Courts have denied a claim of fraudulent joinder when there is any possibility that a plaintiff may prevail on the cause of action against the in-state defendant. See Cavallini v. State Farm Mutual Auto Ins. Co., 44 F.3d 256, 259 (5th Cir. 1995) ("The removing party must prove that there is absolutely no possibility that the plaintiff will be able to establish a cause of action against the in-state defendant in state court."); Good v. Prudential Insurance Company of America, 5 F. Supp.2d 804, 807 (N.D.Cal. 1998) ("[T]he defendant must demonstrate that there is no possibility that the plaintiff will be able to establish a cause of action in state court against the alleged sham defendant.").

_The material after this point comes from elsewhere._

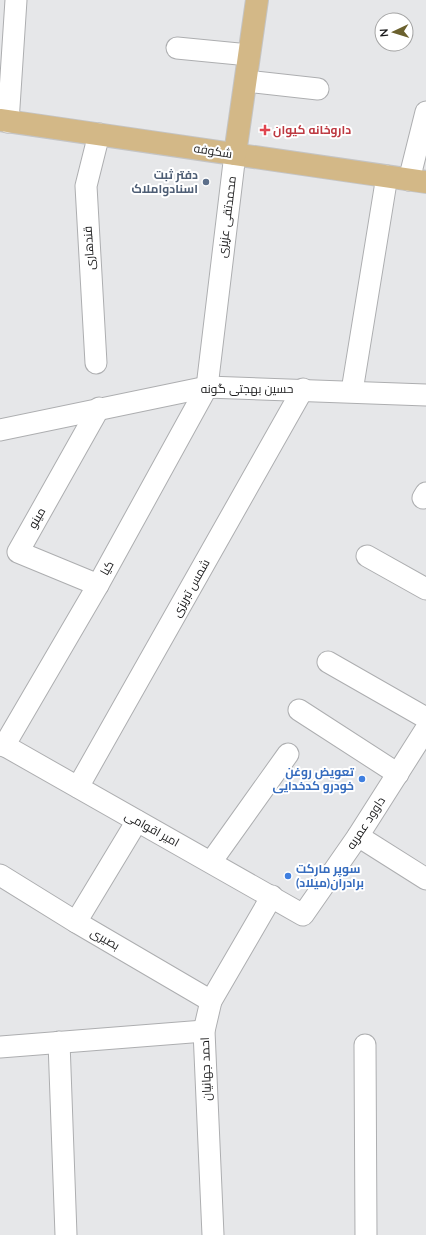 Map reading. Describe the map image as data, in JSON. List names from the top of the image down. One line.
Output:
{"streets":{"main road":["شکوفه","محمدتقی عزیزی"],"street":["قندهاری","حسین بهجتی گونه","مینو","کیا","شمس تبریزی","داوود عمریه","امیر اقوامی","بصیری","احمد جهانیان"]},"crossings":[["شکوفه","محمدتقی عزیزی"],["شکوفه","قندهاری"],["محمدتقی عزیزی","حسین بهجتی گونه"],["محمدتقی عزیزی","کیا"],["حسین بهجتی گونه","مینو"],["حسین بهجتی گونه","کیا"],["حسین بهجتی گونه","شمس تبریزی"],["مینو","کیا"],["کیا","امیر اقوامی"],["شمس تبریزی","امیر اقوامی"],["داوود عمریه","امیر اقوامی"],["امیر اقوامی","احمد جهانیان"],["بصیری","احمد جهانیان"]],"places":{"health":["داروخانه کیوان"],"other":["دفتر ثبت اسنادواملاک","تعویض روغن خودرو کدخدایی","سوپر مارکت برادران(میلاد)"]},"north":"left"}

In determining whether a defendant was joined fraudulently, the courts must resolve "all disputed questions of fact and all ambiguities in the controlling state law in favor of the non-removing party." Dodson, 951 F.2d at 42-43. Furthermore, "[a]ll doubts concerning the sufficiency of a cause of action because of inartful, ambiguous or technically defective pleading must be resolved in favor of remand [citation], and a lack of clear precedent does not render the joinder fraudulent." Archuleta v. American Airlines, Inc., 2000 WL 656808, *4 (C.D.Cal. 2000) (citing Gaus v. Miles, Inc., 980 F.2d 564, 566-67 (9th Cir. 1992), and Lieberman v. Meshkin, Mazandarani, 1996 WL 732506, *3 (N.D.Cal. 1996)). The court may look beyond the pleadings and consider affidavits or other evidence to determine if the joinder was a sham. Morris v. Princess Cruises, Inc., 236 F.3d 1061, 1068 (9th Cir. 2001) (quoting Cavallini v. State Farm Mutual Auto Ins. Co., 44 F.3d 256, 263 (5th Cir. 1995) ("[F]raudulent joinder claims may be resolved by `piercing the pleadings' and considering summary judgment-type evidence such as affidavits and deposition testimony.")); Ritchey v. Upjohn Drug Co., 139 F.3d 1313, 1318 (9th Cir. 1998).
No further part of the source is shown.